Overview
- A cluster of practitioner guides and arXiv papers published May 26–27 lays out production patterns for Retrieval-Augmented Generation, showing how RAG can be integrated into IDEs, Slack, and CLIs to surface up-to-date answers with source links.
- New domain-specific systems report strong but benchmark-limited gains: MimirRAG scored about 89.3% on FinanceBench, AstroRAG raised Mistral-7B to roughly 79.5% on AstroQA, and EfficientGraph-RAG reduced large-model token use while leading on LongBench subsets.
- Operational guidance from practitioners emphasizes careful chunking (roughly 500–800 tokens for many docs), continuous re-indexing on merges to avoid version drift, two-stage retrieval with reranking by recency and type, and explicit source citations so developers can verify answers.

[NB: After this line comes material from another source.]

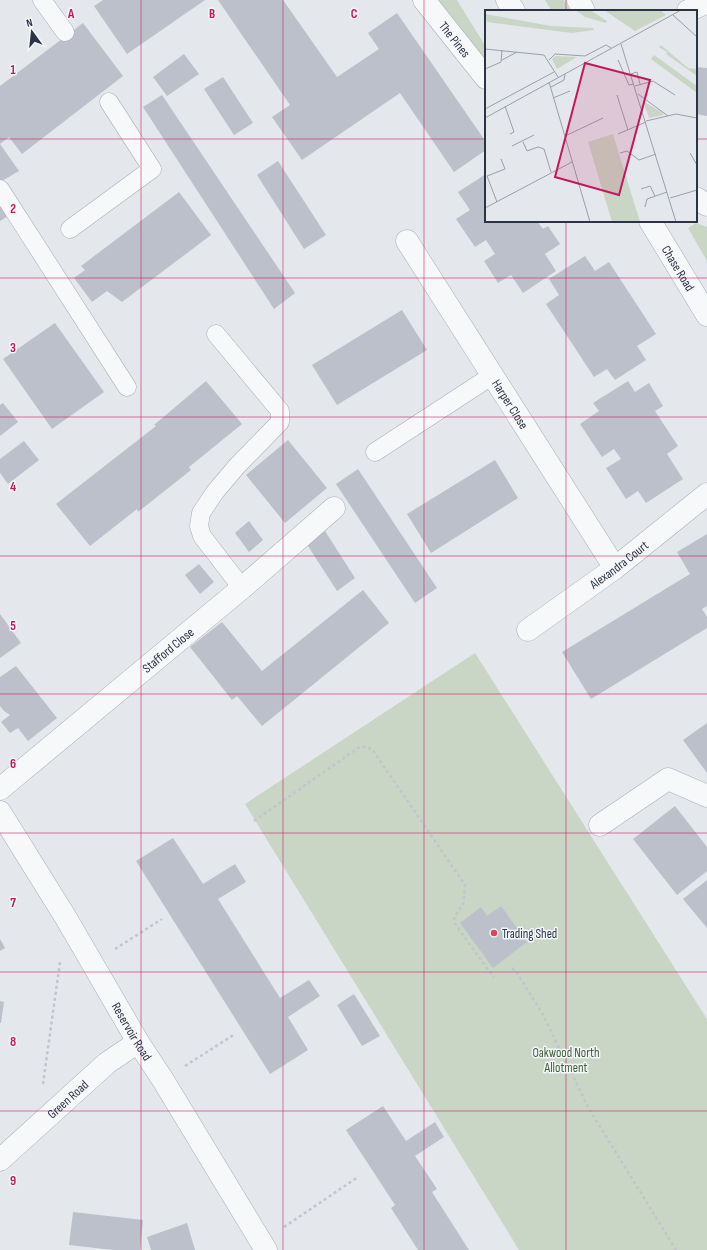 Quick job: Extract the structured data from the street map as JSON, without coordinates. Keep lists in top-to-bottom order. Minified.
{"streets":{"street":["The Pines","Chase Road","Harper Close","Alexandra Court","Stafford Close","Reservoir Road","Green Road"]},"crossings":[["Harper Close","Alexandra Court"],["Reservoir Road","Green Road"]],"parks":["Oakwood North Allotment"],"places":["Trading Shed"],"north":"top","grid":{"columns":["A","B","C"],"rows":["1","2","3","4","5","6","7","8","9"]}}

- Reproducibility studies find reader failures come from semantic competition among retrieved passages and from evaluation choices, showing ordering, topic sampling, and retriever quality can materially change reported RAG results.
- A new MEntA membership-inference attack can detect whether a document is in a RAG corpus with as few as five non-templated queries, creating an urgent need for privacy defenses such as ephemeral indexing, conservative citation/abstention policies, and retrieval-aware access controls.